= Alfred Leber =

German ophthalmologist (1881–1954)

Alfred Theodor Leber (March 7, 1881 - 1954) was a German ophthalmologist born in Antwerp. He was a nephew of renowned ophthalmologist Theodor Leber (1840-1917). Alfred Leber is considered to be the founder of German tropical ophthalmology.

He studied at the Berlin Eye Clinic under Julius von Michel (1843-1911). In 1910-11 with parasitologist Stanislaus von Prowazek (1875-1915) of the Hamburg Tropical Institute, he was a member of a scientific expedition to Samoa, where he worked as a private lecturer. It was here that Leber discovered the effects on the eye caused by filarial infections by the parasite Wuchereria bancrofti. In 1912 he worked as a senior physician under Arthur von Hippel (1841-1916) at Göttingen.

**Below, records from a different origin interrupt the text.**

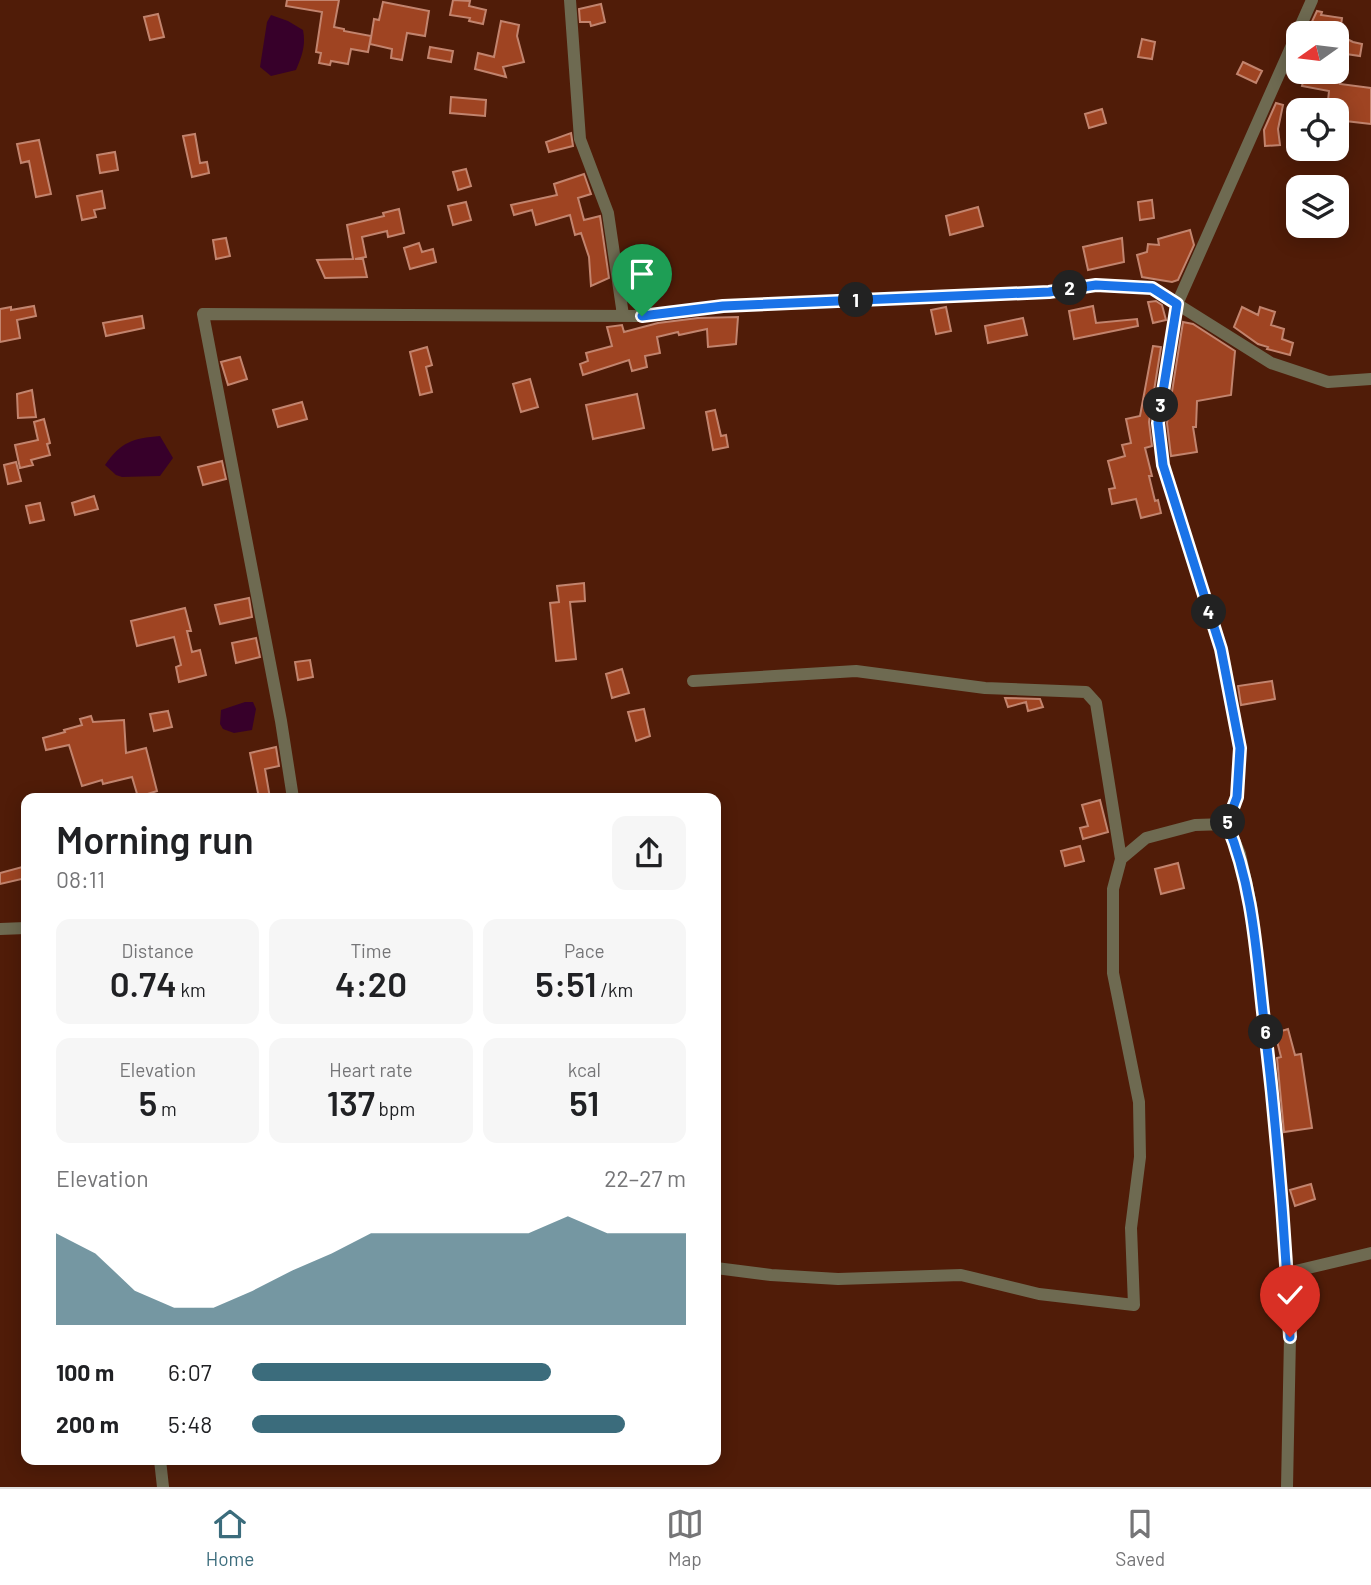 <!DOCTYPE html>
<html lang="en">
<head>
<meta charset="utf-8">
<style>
  :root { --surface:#fff; --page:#f6f6f6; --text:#202124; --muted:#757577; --line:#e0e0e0; --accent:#3b6c7c }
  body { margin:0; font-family:Barlow,sans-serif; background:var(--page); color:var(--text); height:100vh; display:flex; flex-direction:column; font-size:26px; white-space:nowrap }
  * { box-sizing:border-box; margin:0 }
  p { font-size:23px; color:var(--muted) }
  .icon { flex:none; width:38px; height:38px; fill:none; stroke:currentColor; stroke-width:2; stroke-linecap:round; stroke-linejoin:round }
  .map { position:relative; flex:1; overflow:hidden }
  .drawer { position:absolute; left:21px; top:793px; width:700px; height:672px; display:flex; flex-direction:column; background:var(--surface); border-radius:14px; box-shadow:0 4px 18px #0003 }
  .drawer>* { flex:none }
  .needle { width:46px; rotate:256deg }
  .tools { position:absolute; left:1286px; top:21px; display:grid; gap:14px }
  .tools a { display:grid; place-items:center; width:63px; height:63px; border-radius:14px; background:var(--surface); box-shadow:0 4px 18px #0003; font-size:35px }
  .pin { position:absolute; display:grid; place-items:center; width:60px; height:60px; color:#fff; margin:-72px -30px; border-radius:50% 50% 50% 0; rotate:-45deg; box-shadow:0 0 7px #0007 }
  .pin .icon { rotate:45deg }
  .km { position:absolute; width:35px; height:35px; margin:-18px; border-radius:50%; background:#222; color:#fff; font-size:19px; line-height:35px; text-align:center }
  .round { display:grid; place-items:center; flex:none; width:74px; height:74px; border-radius:14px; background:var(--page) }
  .head { display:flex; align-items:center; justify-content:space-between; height:119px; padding:0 35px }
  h1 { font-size:38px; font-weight:600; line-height:52px }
  .stats { display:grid; grid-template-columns:repeat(3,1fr); gap:10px; height:119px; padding:7px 35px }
  .stats div { display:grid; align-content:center; border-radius:14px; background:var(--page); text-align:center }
  .stats b { font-size:35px; font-weight:600 }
  .stats small { font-size:19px; font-weight:400 }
  .stats p { font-size:19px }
  .chart { height:196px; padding:14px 35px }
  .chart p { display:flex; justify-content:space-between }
  .chart svg { width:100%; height:126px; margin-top:7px; fill:var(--accent); opacity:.7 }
  ul { padding:0 35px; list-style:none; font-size:23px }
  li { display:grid; grid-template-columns:112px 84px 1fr; align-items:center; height:52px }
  li i { height:18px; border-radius:9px; background:var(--accent) }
  .menu { display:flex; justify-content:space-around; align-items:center; height:98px; border-top:2px solid var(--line); background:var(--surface); font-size:19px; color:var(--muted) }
  .menu a { display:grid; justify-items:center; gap:4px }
  .menu .active { color:var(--accent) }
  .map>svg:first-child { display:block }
</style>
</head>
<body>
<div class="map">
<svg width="1371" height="1487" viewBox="0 0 1371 1487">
  <rect width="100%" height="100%" fill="#501c08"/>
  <path fill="#37002a" d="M271,15L288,21L303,30C306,45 302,56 296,70L271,76L260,67L267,22Z
    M160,436L173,458L160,476L122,477L116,475L105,465C121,442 133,438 160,436Z
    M245,702H253L256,709L252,730L234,733L223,729L220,724L221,710Z"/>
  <path fill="#9f4422" stroke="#c2846e" stroke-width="2" d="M287,0H339L334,27L344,29V31L371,36L368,52L351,49L348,64L331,61L330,65L319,63L321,53L316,52L322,12L286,6Z
    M453,0L470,1L469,6L486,10L483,24L469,21L470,18L450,15Z
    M383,2L429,11L425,36L407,33L402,60L391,58L392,49L370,44L374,19L379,20Z
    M601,4L605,22L591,26L590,22H580L579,9Z
    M1317,11L1322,12L1321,15L1342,18L1340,33H1321L1322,30L1309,28Z
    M158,14L164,37L150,40L144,17Z
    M501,21L519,25L517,36L524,62L503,67L506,77L475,69L478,53L494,57Z
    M1343,37L1353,42L1362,44L1360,56L1339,53Z
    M1142,39L1155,42L1152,59L1138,57Z
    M430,47L453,51L451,62L428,58Z
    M1243,62L1262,71L1256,83L1237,74Z
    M1305,72H1322L1342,76L1340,84L1371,88V124L1337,120V110H1327L1329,91L1302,86Z
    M451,97L486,100L485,116L450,113Z
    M1276,103L1283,105L1278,129L1280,145L1265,146L1264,130Z
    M1102,109L1106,123L1089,128L1085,114Z
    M571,133L573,146L549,152L546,142Z
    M195,134L200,163L207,162L209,173L192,177L183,136Z
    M39,140L51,194L36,197L29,161L21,163L17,144Z
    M115,152L118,170L100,173L97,155Z
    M466,169L471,186L458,190L453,172Z
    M584,174L591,194L578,198L584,220L600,216L609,278L591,286L589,257L581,233L575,235L570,215L536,225L532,210L514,215L511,205L557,195L554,184Z
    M102,191L105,208L94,210L96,217L82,220L77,196Z
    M1152,200L1154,218L1140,220L1138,202Z
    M466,202L471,220L453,225L448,206Z
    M978,207L983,226L950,235L946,216Z
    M399,209L404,233L388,237L387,231L362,237L366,257L355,259H363L367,277L325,278L317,260L353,259L347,225L384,216L383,213Z
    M1190,230L1194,245L1178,280L1172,282L1142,277L1137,255L1147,252L1148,244L1159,245L1158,239Z
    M226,238L230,256L216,259L213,240Z
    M1122,238L1124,262L1088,270L1083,247Z
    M419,243L422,252L433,249L436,262L410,269L404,248Z
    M1156,301L1162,305L1166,320L1153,323L1148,302Z
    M34,306L36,316L17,320L20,338L0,342V309L11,307V310Z
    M1093,306L1096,323L1137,319L1138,326L1074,339L1069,311Z
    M946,307L951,331L936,334L931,310Z
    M1242,307L1258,315L1260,307L1275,312L1271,325L1284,329L1282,339L1293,343L1290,355L1267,349L1268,347L1258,344L1234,327Z
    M142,316L144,328L106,336L103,323Z
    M738,317L736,344L708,347L707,329L679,335L678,332L657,337L660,353L645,356L647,367L632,371L629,360L583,375L580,364L588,361L586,353L612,346L607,327L622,325L624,332L658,323L698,318Z
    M1023,318L1027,335L988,343L985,326Z
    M1183,322L1193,324L1235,351L1231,395L1197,401L1196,427H1193L1197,452L1171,456L1167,423Z
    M1153,346L1161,347L1149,422L1152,446L1145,448L1152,476H1149L1155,501L1158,500L1161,513L1141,518L1136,499L1112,504L1109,489L1115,488L1108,461L1125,456L1122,445L1131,443L1126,419L1140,416Z
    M427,347L432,365L426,367L432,392L420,395L410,352Z
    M240,357L247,379L228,385L221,362Z
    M530,379L538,407L521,412L513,384Z
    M32,390L36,417L18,418L17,394Z
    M637,394L644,428L593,439L586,405Z
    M302,402L307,419L278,427L273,410Z
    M715,410L721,436L726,435L728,447L713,450L706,412Z
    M44,419L50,443L47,444L50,455L31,460L33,465L20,468L15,445L38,440L34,422Z
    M222,461L226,479L203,485L198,467Z
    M16,462L21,481L8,484L4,465Z
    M94,496L98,509L75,515L72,503Z
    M40,503L44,520L30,523L26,506Z
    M584,583L585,601L570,602L576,659L556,661L550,603L559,602L557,586Z
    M249,598L252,617L220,624L215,605Z
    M185,608L191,631H187L192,652L200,650L206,675L179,682L176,667L181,665L174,637L137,646L131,621Z
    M256,638L260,657L236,663L232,643Z
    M310,660L313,677L298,680L295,662Z
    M622,669L629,693L612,698L606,674Z
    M1272,681L1275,699L1241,705L1238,686Z
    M1005,698L1040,699L1043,707L1028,711L1026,702L1008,707Z
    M644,709L650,736L636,741L628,712Z
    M168,711L172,727L154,731L150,714Z
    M91,716L93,722L124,720L126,753L146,748L157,791L138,797L132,777L103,784L102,780L82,786L69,745L46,750L43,738L65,732L64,730L82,725L80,719Z
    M276,747L279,766L265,769L270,798H259L250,753Z
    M1100,800L1108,832L1083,839L1080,828L1088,826L1082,805Z
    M1080,846L1084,861L1065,866L1061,851Z
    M1178,863L1184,888L1161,894L1155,869Z
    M26,866V878L0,884V873Z
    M1288,1029L1295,1055L1301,1054L1312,1128L1284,1132L1277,1058L1281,1057L1275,1033Z
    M1311,1184L1315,1199L1295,1206L1290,1190Z"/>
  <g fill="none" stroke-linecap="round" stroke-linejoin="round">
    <path stroke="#6e6a51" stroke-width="12" d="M570,0L580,139L608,213L623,315
      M1312,0L1177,304L1271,363L1328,382L1371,379
      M693,681L856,671L985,688L1086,692L1096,703L1121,859
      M293,798L281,721L203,314L642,316L723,306L1049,292L1096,285L1152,288L1177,304L1158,423L1163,465L1221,649L1240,748L1237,797L1227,824
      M0,929L26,928
      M716,1268L771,1275L838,1279L961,1275L1039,1294L1134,1305L1131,1228L1140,1157L1139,1102L1113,973V889L1121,859L1146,838L1195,825L1227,824L1240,854L1251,905L1272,1089L1287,1273L1290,1337L1287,1487
      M1287,1273L1371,1253
      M160,1460L163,1487"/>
  </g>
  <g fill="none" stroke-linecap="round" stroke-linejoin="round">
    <g stroke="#fff" stroke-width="14">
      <path id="route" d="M642,316L723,306L1049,292L1096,285L1152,288L1177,304L1158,423L1163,465L1221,649L1240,748L1237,797L1227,824C1252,884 1256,948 1263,1012C1276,1120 1285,1228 1290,1337"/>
    </g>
    <use href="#route" stroke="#1a73e8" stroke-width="9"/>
  </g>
</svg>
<div class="tools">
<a><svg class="needle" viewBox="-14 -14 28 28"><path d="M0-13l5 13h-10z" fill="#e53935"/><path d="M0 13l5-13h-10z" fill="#757577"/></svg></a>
<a><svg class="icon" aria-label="locate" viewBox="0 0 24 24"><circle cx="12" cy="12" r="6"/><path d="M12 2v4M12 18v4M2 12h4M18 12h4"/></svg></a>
<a><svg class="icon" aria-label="layers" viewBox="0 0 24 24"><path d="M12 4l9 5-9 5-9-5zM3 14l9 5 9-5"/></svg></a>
</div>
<div class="pin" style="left:642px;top:316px;background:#1e9e55"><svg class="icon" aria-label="arrive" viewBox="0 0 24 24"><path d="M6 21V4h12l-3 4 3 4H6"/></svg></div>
<div class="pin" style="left:1290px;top:1337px;background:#d93025"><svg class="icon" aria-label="check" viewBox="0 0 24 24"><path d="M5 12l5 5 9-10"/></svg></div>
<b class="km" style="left:856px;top:300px">1</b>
<b class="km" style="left:1070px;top:288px">2</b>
<b class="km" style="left:1161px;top:405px">3</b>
<b class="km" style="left:1209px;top:612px">4</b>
<b class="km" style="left:1228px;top:822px">5</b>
<b class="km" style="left:1266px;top:1032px">6</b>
<section class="drawer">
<div class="head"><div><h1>Morning run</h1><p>08:11</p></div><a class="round"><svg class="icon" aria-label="share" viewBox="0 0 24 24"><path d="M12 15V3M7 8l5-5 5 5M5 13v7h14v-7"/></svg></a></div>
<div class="stats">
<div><p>Distance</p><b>0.74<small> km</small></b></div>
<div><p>Time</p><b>4:20</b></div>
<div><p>Pace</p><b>5:51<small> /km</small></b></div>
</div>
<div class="stats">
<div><p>Elevation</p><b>5<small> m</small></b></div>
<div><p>Heart rate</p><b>137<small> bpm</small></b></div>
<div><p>kcal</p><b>51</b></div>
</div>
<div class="chart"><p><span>Elevation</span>22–27 m</p>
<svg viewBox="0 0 160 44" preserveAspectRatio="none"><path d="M0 44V12L10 19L20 32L30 38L40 38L50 32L60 25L70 19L80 12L90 12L100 12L110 12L120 12L130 6L140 12L150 12L160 12V44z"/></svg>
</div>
<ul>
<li><b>100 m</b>6:07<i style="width:69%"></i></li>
<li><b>200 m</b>5:48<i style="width:86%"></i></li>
</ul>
</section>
</div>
<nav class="menu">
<a class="active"><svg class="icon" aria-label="home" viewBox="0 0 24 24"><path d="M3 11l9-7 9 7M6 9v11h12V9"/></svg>Home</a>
<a><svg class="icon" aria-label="map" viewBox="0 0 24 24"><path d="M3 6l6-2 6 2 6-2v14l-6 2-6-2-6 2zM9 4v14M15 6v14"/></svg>Map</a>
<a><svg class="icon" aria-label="saved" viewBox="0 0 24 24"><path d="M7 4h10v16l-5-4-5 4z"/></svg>Saved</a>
</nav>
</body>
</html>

In 1913-14 he took part in the Medizinisch-demographische Deutsch-Neuguinea-Expedition to German New Guinea with physician Ludwig Külz (1875-1938) and painter Emil Nolde (1867-1956). At the outbreak of World War I, he along with writer Max Dauthendey (1867-1918) were unable to return to Germany, and spent the war years in the neutral Dutch East Indies. At Madang, Java he became a director in a hospital for eye and tropical diseases, and it was in Leber's clinic that Max Dauthendey died from malaria in August, 1918.

After the war, Leber was unable to procure a position at the University of Göttingen, so he returned to work in Madang. During World War II he spent much of his time interned at a camp for German prisoners in Dehradun, India, and after his release became head of ophthalmology at the Prince of Wales Hospital in Bhopal. In 1952 he became director of the Institute of Ophthalmology at Aligarh Muslim University in Aligarh.